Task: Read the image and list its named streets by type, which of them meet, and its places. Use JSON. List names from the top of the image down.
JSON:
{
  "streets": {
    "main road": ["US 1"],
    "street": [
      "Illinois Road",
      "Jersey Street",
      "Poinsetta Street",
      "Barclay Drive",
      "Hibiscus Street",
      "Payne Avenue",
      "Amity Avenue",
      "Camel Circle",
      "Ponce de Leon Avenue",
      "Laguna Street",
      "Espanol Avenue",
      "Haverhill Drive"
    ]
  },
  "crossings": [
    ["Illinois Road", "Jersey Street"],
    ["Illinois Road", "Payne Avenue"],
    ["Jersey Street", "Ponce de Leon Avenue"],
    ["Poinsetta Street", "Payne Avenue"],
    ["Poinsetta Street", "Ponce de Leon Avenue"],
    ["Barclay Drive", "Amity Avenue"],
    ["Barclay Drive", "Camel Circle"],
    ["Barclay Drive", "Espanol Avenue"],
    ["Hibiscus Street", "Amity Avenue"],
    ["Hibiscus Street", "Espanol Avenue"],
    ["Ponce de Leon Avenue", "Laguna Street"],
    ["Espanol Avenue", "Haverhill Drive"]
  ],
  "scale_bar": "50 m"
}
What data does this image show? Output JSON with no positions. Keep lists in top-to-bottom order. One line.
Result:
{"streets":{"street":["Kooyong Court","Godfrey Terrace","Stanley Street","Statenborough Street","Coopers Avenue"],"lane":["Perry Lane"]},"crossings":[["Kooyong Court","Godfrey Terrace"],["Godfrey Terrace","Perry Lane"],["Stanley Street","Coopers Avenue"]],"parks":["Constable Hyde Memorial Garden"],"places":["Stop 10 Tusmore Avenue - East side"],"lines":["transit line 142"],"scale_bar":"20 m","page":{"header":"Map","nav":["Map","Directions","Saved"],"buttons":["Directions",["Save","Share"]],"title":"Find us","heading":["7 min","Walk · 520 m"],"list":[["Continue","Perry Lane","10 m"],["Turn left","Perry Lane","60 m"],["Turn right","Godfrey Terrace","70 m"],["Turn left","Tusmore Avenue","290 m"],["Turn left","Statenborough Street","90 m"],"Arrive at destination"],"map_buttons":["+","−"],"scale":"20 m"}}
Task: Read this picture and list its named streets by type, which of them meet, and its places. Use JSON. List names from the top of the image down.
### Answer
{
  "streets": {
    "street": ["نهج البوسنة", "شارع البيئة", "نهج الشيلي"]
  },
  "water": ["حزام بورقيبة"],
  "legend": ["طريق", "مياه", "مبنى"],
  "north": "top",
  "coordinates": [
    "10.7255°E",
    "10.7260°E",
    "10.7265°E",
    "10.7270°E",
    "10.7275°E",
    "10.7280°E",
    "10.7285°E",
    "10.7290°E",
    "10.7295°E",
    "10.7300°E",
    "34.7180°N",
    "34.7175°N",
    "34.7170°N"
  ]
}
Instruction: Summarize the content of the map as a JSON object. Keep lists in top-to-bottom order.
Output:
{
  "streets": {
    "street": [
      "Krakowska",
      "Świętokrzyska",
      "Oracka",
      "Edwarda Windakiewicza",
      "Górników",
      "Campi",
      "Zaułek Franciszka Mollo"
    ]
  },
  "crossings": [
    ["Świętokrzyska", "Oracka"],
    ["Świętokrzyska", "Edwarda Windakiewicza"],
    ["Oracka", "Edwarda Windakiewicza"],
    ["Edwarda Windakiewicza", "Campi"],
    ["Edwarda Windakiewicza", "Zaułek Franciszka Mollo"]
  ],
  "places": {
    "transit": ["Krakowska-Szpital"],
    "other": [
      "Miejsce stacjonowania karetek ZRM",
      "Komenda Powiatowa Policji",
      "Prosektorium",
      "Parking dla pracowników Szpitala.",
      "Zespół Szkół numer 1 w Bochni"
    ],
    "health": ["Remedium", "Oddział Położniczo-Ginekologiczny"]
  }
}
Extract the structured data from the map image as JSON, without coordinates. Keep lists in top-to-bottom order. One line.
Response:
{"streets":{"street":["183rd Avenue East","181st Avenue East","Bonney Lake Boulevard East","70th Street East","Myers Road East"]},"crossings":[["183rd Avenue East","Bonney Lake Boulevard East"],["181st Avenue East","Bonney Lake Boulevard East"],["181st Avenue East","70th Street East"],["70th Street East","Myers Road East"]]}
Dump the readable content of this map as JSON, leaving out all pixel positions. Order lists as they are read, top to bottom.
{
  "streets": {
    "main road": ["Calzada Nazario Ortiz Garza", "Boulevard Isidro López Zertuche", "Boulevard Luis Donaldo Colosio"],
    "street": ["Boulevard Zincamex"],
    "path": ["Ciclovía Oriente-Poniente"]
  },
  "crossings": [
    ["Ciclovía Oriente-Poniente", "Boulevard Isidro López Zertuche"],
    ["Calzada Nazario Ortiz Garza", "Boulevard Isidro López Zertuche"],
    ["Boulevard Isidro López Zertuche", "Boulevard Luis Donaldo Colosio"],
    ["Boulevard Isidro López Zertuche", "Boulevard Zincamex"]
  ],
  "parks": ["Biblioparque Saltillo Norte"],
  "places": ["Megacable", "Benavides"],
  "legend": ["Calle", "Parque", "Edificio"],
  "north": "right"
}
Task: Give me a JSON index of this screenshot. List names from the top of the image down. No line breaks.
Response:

************

### What needs to be done
Write out each line above with the word "them".

### Output of the task
Task: Read the image and list its named streets by type, which of them meet, and its places. Use JSON. List names from the top of the image down.
Task: Read this picture and list its named streets by type, which of them meet, and its places. Use JSON. List names from the top of the image down.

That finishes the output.